* **What to do**
Look through the lines below; wherever the word "Harbor" appears, copy that line.

Stored items
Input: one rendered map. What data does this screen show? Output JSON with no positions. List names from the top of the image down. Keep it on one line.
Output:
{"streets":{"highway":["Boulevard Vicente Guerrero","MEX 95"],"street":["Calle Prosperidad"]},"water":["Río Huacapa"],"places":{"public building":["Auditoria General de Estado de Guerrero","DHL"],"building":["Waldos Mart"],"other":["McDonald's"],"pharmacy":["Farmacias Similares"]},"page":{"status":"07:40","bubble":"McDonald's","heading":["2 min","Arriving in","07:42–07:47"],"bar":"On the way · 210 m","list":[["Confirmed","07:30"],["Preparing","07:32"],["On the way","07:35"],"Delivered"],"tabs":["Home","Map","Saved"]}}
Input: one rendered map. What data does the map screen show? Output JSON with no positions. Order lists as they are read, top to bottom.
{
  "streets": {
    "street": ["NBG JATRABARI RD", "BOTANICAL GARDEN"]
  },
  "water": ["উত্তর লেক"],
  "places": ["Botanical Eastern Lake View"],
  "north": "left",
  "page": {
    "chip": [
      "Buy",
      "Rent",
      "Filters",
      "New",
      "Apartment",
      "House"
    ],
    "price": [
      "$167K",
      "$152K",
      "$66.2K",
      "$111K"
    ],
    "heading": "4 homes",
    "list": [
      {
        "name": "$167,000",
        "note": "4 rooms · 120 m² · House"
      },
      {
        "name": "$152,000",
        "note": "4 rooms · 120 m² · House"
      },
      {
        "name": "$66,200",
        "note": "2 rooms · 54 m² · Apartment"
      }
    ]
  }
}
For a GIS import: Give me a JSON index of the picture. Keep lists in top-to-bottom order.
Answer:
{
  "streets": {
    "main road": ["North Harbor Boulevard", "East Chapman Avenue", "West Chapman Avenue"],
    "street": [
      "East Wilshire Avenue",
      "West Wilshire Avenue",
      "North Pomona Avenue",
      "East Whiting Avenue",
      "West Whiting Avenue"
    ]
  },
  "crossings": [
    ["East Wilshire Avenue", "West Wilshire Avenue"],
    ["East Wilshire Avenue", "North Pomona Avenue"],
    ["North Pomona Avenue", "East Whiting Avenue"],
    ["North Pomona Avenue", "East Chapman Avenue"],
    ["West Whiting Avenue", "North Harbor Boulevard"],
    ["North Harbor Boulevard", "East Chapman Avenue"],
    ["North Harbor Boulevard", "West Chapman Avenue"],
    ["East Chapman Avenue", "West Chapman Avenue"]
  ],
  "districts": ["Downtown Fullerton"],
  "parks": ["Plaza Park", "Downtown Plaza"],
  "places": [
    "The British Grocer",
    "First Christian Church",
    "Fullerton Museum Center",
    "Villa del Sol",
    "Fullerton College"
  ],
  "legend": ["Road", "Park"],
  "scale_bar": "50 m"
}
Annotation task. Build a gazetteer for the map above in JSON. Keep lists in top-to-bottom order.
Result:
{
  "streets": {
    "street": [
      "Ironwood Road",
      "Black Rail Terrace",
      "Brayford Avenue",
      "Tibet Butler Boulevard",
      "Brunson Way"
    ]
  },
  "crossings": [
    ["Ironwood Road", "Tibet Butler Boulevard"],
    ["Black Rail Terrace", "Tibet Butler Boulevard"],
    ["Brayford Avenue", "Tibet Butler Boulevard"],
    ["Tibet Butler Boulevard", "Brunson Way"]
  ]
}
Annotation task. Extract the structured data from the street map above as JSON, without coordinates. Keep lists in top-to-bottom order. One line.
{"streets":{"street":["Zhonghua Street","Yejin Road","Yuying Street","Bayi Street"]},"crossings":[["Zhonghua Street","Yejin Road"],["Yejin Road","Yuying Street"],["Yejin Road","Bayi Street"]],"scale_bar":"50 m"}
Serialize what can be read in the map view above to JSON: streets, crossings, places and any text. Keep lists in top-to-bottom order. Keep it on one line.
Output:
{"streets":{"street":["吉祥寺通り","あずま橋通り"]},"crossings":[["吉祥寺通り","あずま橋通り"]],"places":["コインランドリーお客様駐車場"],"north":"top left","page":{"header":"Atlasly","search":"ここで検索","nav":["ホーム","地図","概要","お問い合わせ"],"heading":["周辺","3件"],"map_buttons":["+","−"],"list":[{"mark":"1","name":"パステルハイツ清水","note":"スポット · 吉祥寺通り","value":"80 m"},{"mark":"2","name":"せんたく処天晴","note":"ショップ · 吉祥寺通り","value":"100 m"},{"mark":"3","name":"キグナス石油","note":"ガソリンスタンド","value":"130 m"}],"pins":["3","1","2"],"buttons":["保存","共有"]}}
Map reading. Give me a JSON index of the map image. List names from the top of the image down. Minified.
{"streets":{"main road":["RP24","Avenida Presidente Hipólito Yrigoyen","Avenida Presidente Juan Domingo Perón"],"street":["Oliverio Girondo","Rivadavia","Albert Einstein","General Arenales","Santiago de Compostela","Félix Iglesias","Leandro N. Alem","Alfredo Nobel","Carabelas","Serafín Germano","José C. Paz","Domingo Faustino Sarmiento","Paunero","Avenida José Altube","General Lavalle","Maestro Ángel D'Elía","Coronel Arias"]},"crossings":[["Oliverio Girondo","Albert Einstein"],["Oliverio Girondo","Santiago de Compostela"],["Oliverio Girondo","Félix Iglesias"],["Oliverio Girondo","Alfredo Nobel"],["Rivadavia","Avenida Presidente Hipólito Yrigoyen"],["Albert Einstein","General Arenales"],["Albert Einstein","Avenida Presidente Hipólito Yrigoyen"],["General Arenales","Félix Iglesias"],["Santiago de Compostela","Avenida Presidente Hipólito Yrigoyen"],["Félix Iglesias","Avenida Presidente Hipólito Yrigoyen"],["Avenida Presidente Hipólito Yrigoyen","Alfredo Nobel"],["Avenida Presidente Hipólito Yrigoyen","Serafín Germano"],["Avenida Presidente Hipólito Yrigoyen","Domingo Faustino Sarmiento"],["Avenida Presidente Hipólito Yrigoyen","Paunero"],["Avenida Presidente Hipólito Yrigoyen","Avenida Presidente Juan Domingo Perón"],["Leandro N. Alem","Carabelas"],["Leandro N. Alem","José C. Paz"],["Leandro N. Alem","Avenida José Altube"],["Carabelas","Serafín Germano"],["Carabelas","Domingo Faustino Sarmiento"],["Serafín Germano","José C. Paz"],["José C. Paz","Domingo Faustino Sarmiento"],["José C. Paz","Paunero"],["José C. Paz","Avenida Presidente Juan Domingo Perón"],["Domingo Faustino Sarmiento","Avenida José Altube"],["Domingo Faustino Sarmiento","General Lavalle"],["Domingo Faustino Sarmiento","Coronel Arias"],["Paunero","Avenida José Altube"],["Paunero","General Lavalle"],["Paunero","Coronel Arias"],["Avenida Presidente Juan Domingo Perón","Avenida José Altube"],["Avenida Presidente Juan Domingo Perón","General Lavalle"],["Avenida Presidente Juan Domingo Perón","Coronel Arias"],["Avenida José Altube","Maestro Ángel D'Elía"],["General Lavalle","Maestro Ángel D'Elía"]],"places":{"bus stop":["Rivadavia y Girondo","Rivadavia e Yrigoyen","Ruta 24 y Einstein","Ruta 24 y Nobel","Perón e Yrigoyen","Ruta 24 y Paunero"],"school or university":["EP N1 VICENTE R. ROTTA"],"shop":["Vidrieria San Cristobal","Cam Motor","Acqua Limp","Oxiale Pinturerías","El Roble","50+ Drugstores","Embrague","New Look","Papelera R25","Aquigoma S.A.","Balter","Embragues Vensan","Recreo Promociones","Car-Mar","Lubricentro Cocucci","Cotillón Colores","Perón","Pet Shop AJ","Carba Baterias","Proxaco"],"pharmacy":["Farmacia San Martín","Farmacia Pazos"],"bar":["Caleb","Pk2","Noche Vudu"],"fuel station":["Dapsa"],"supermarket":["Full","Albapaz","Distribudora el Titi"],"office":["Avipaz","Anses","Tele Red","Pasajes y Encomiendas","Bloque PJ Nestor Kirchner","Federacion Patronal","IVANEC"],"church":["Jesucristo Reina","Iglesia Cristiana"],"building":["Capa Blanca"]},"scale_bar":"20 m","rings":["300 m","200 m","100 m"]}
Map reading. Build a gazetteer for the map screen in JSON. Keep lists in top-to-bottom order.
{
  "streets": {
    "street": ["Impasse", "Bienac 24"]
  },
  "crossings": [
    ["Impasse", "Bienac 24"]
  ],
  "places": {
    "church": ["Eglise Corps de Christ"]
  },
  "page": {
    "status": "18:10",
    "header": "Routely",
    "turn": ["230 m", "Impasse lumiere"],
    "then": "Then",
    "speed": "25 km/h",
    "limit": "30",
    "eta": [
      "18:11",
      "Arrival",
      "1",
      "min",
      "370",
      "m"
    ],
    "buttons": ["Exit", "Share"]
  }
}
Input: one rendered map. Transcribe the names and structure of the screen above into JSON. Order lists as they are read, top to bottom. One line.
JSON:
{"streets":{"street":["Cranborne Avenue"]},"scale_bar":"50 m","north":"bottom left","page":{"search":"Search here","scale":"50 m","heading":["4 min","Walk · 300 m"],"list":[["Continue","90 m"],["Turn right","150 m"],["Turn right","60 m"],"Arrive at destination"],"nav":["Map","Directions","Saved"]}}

* **Finished task**
    "main road": ["North Harbor Boulevard", "East Chapman Avenue", "West Chapman Avenue"],
    ["West Whiting Avenue", "North Harbor Boulevard"],
    ["North Harbor Boulevard", "East Chapman Avenue"],
    ["North Harbor Boulevard", "West Chapman Avenue"],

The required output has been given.